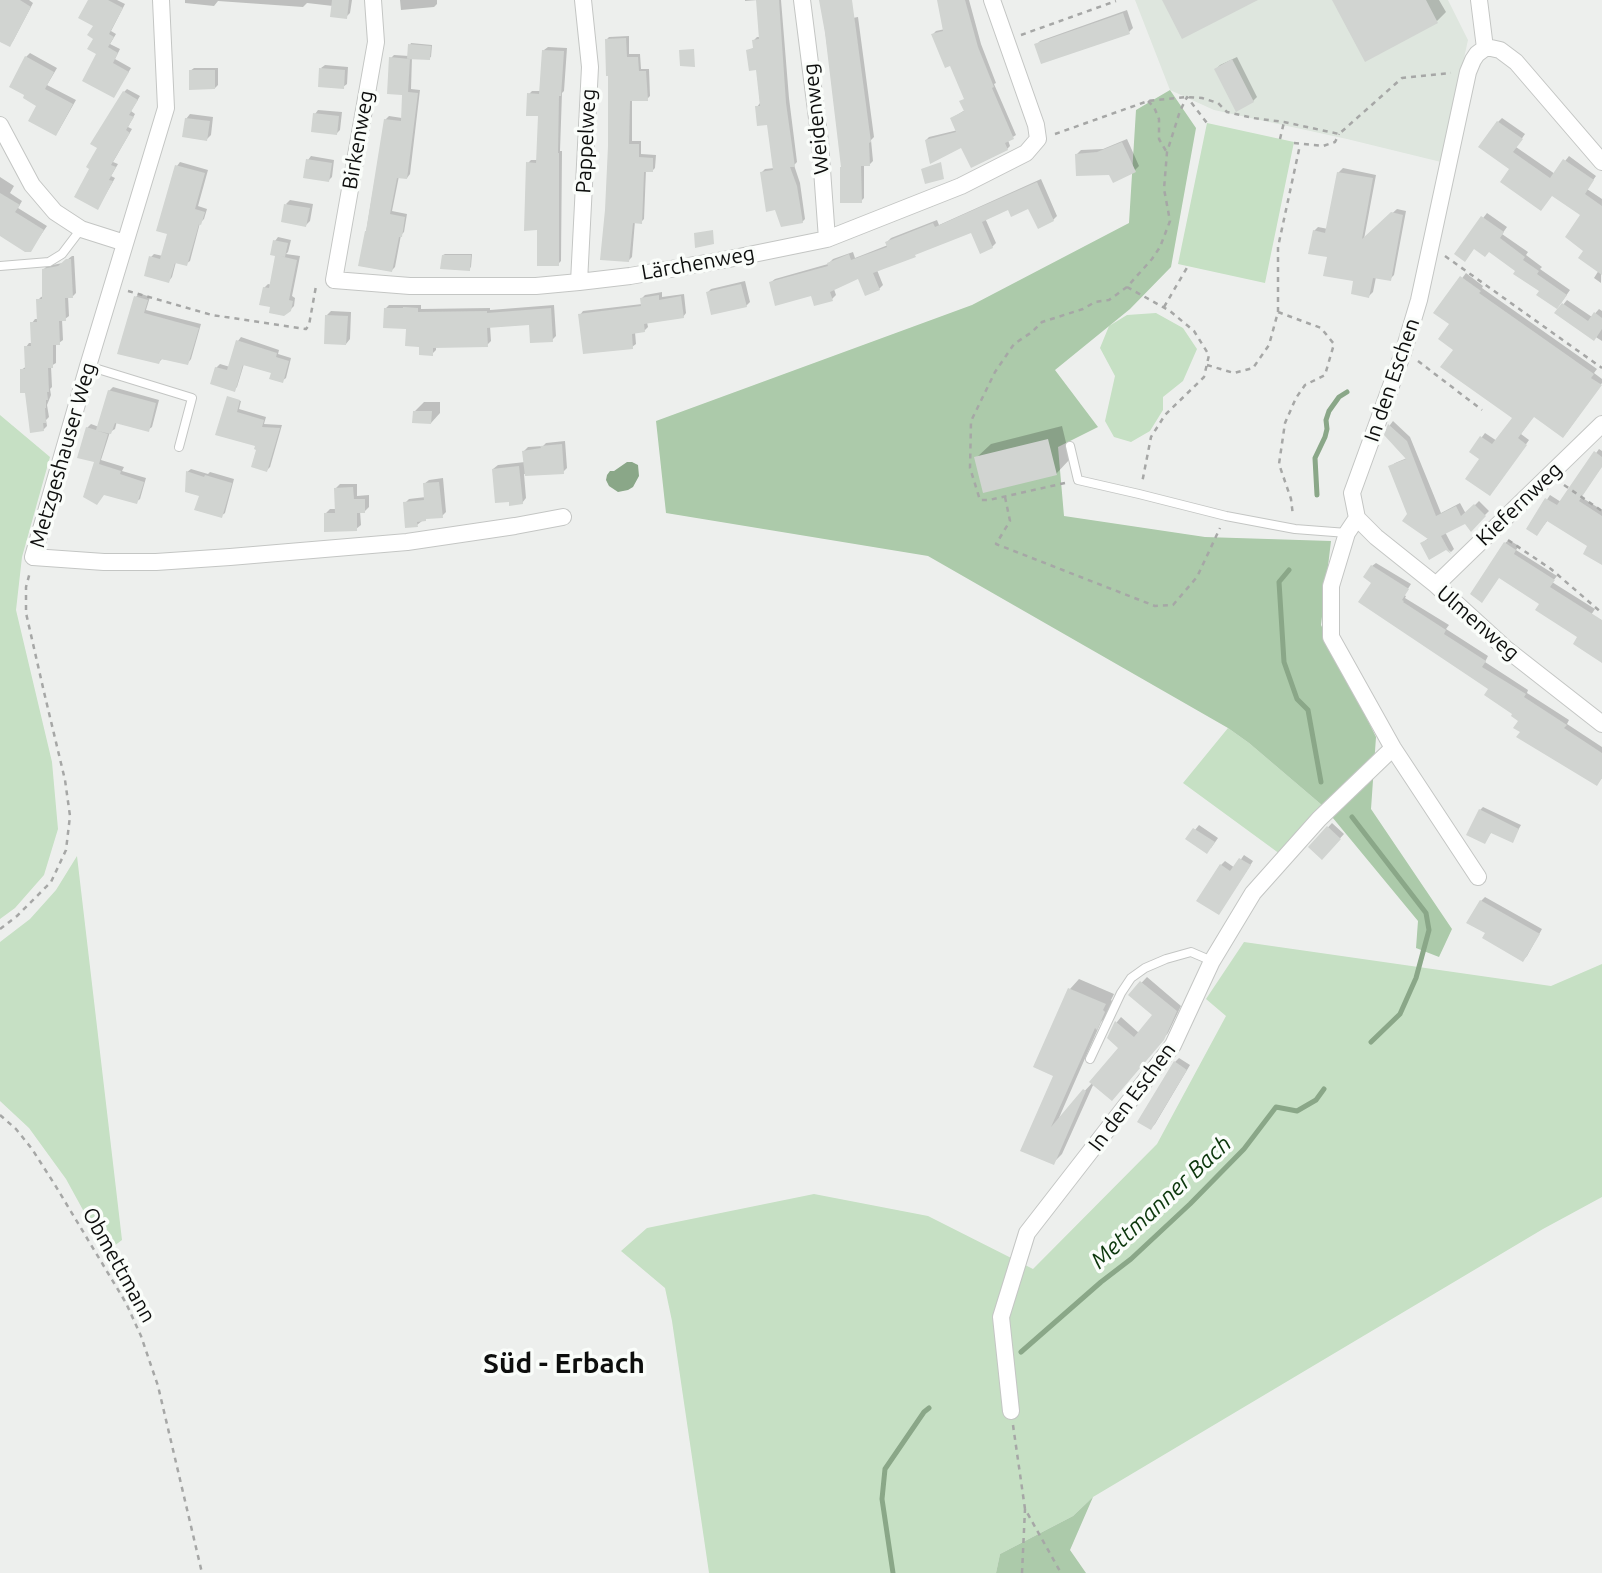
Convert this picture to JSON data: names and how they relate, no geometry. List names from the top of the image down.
{
  "streets": {
    "street": [
      "Weidenweg",
      "Birkenweg",
      "Pappelweg",
      "Lärchenweg",
      "In den Eschen",
      "Metzgeshauser Weg",
      "Kiefernweg",
      "Ulmenweg"
    ],
    "path": ["Obmettmann"]
  },
  "crossings": [
    ["Weidenweg", "Lärchenweg"],
    ["Birkenweg", "Lärchenweg"],
    ["Pappelweg", "Lärchenweg"],
    ["In den Eschen", "Ulmenweg"],
    ["Kiefernweg", "Ulmenweg"]
  ],
  "districts": ["Süd - Erbach"],
  "water": ["Mettmanner Bach"]
}
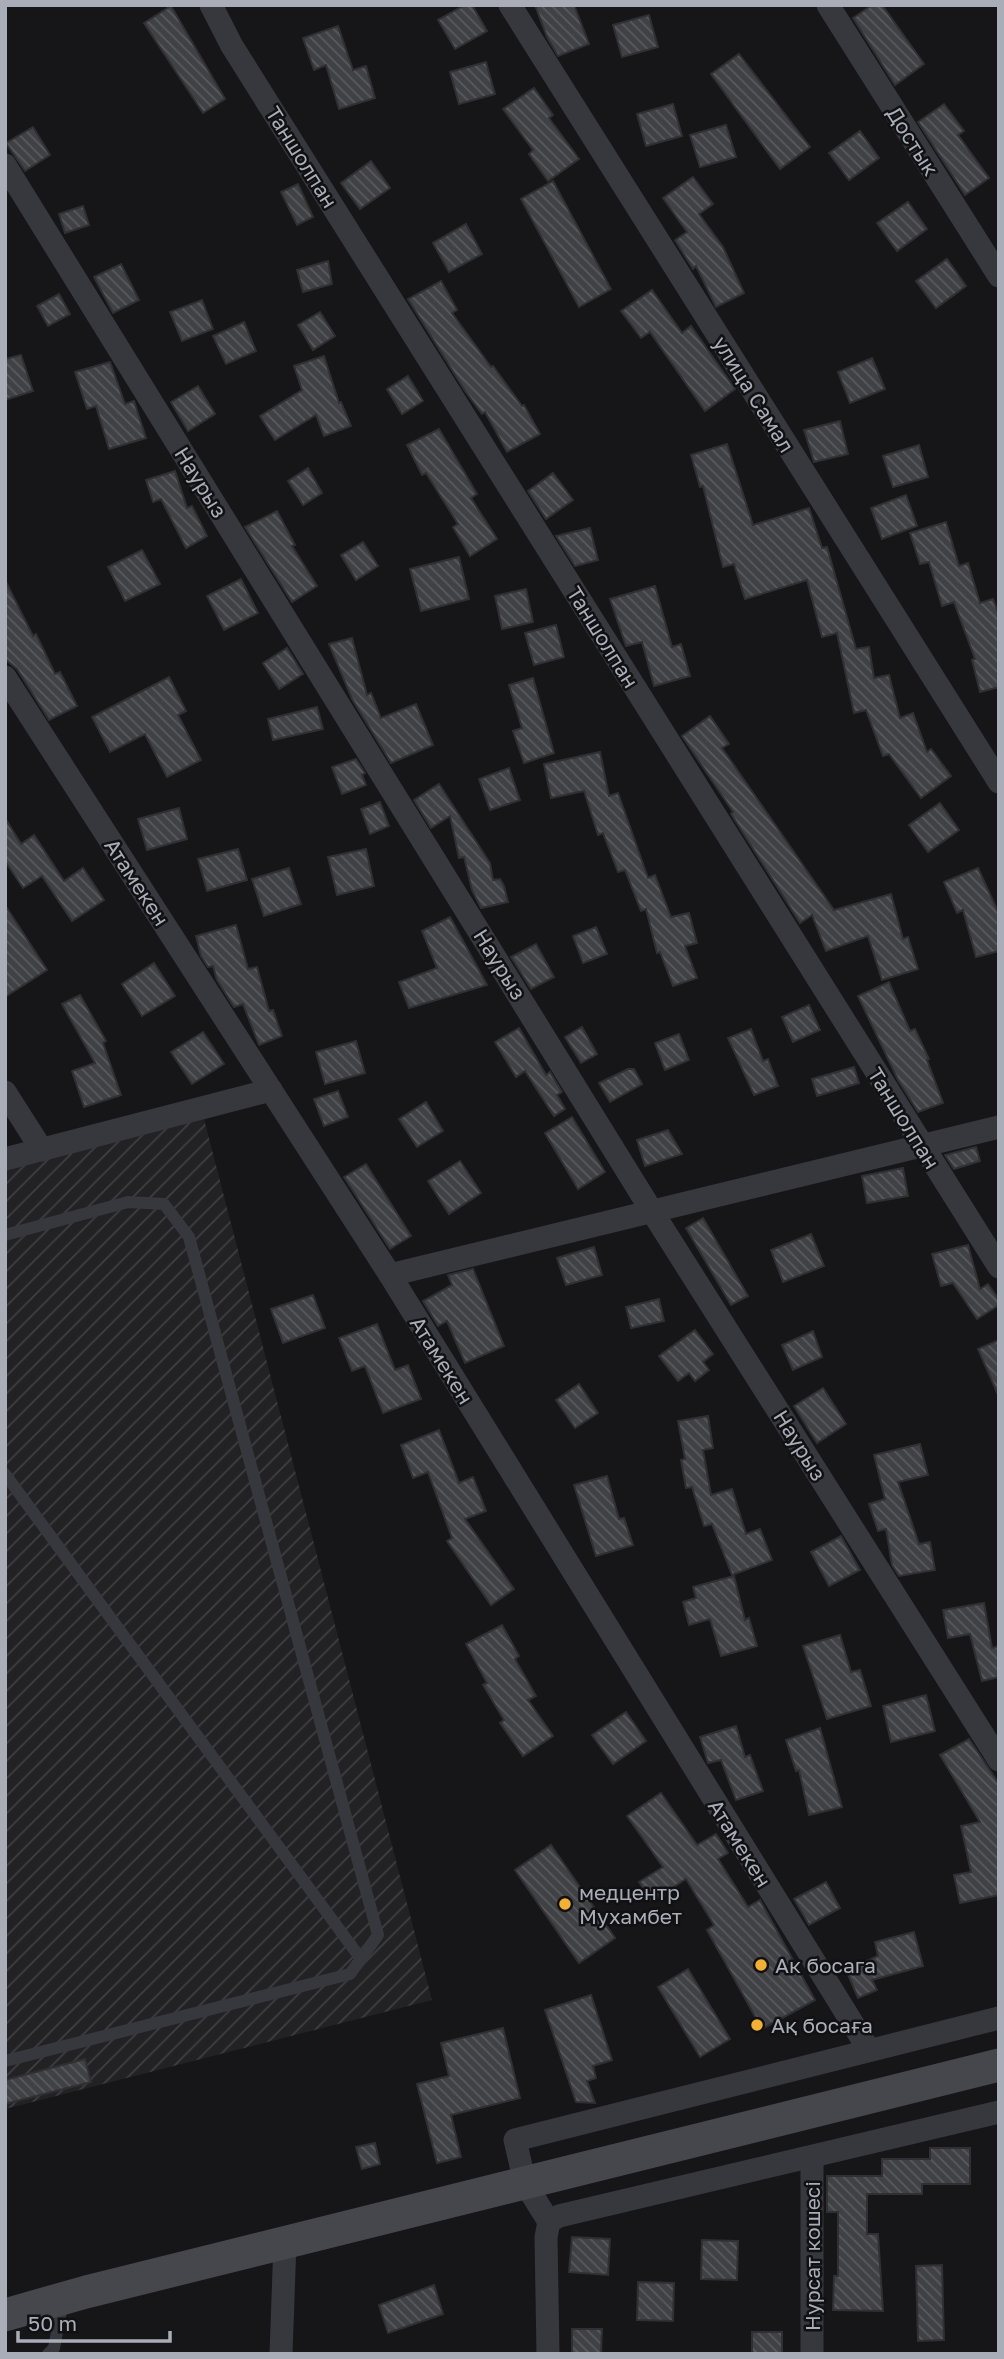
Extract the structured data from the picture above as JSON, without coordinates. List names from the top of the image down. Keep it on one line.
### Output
{"streets":{"street":["Достык","Таншолпан","улица Самал","Наурыз","Атамекен","Нурсат кошесi"]},"places":["медцентр Мухамбет","Ак босага","Ақ босаға"],"scale_bar":"50 m"}
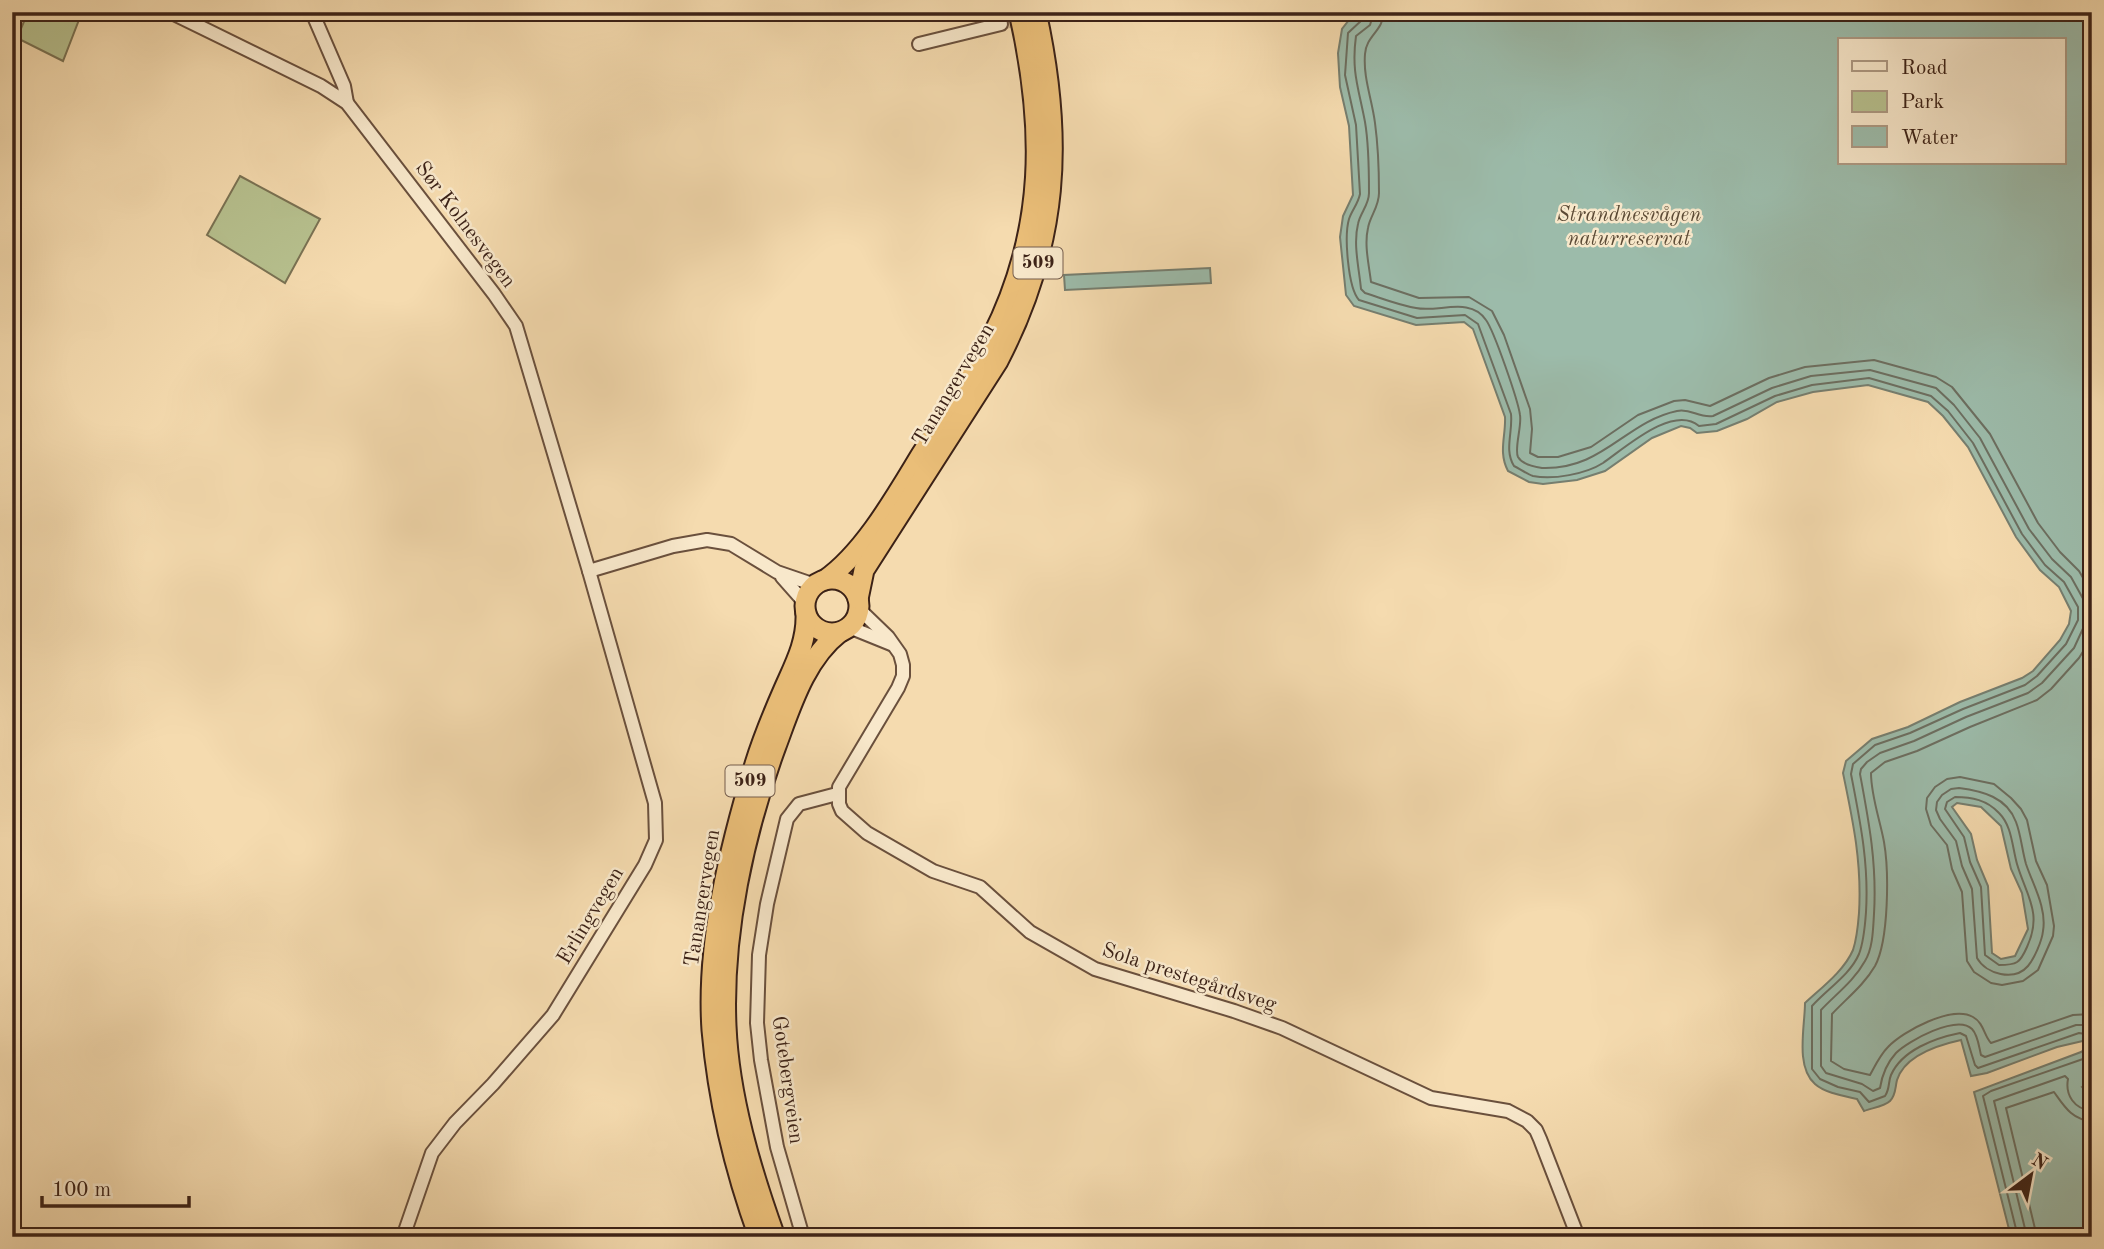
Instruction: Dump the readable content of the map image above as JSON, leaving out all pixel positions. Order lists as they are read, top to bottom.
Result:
{
  "streets": {
    "highway": ["509", "Tanangervegen"],
    "street": [
      "Sør Kolnesvegen",
      "Erlingvegen",
      "Sola prestegårdsveg",
      "Gotebergveien"
    ]
  },
  "crossings": [
    ["Sør Kolnesvegen", "Erlingvegen"],
    ["509", "Tanangervegen"],
    ["Sola prestegårdsveg", "Gotebergveien"]
  ],
  "parks": ["Strandnesvågen naturreservat"],
  "legend": ["Road", "Park", "Water"],
  "scale_bar": "100 m",
  "north": "top right"
}
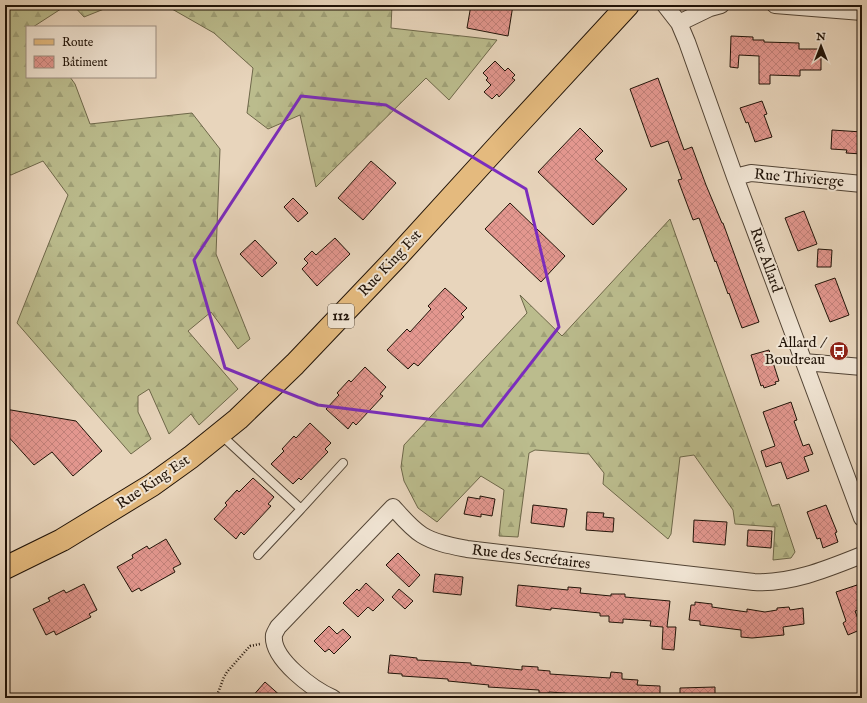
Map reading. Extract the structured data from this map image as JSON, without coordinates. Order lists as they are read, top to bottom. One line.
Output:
{"streets":{"main road":["Rue King Est","112"],"street":["Rue Thivierge","Rue Allard","Rue des Secrétaires"]},"crossings":[["Rue Thivierge","Rue Allard"]],"places":{"bus stop":["Allard / Boudreau"]},"legend":["Route","Bâtiment"],"north":"top"}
********
◆ Assignment
Copy out every line in the records where the word "read" is found.

◆ Exercise solution
Instruction: Dump the readable content of the map image above as JSON, leaving out all pixel positions. Order lists as they are read, top to bottom.
Map reading. Extract the structured data from this map image as JSON, without coordinates. Order lists as they are read, top to bottom. One line.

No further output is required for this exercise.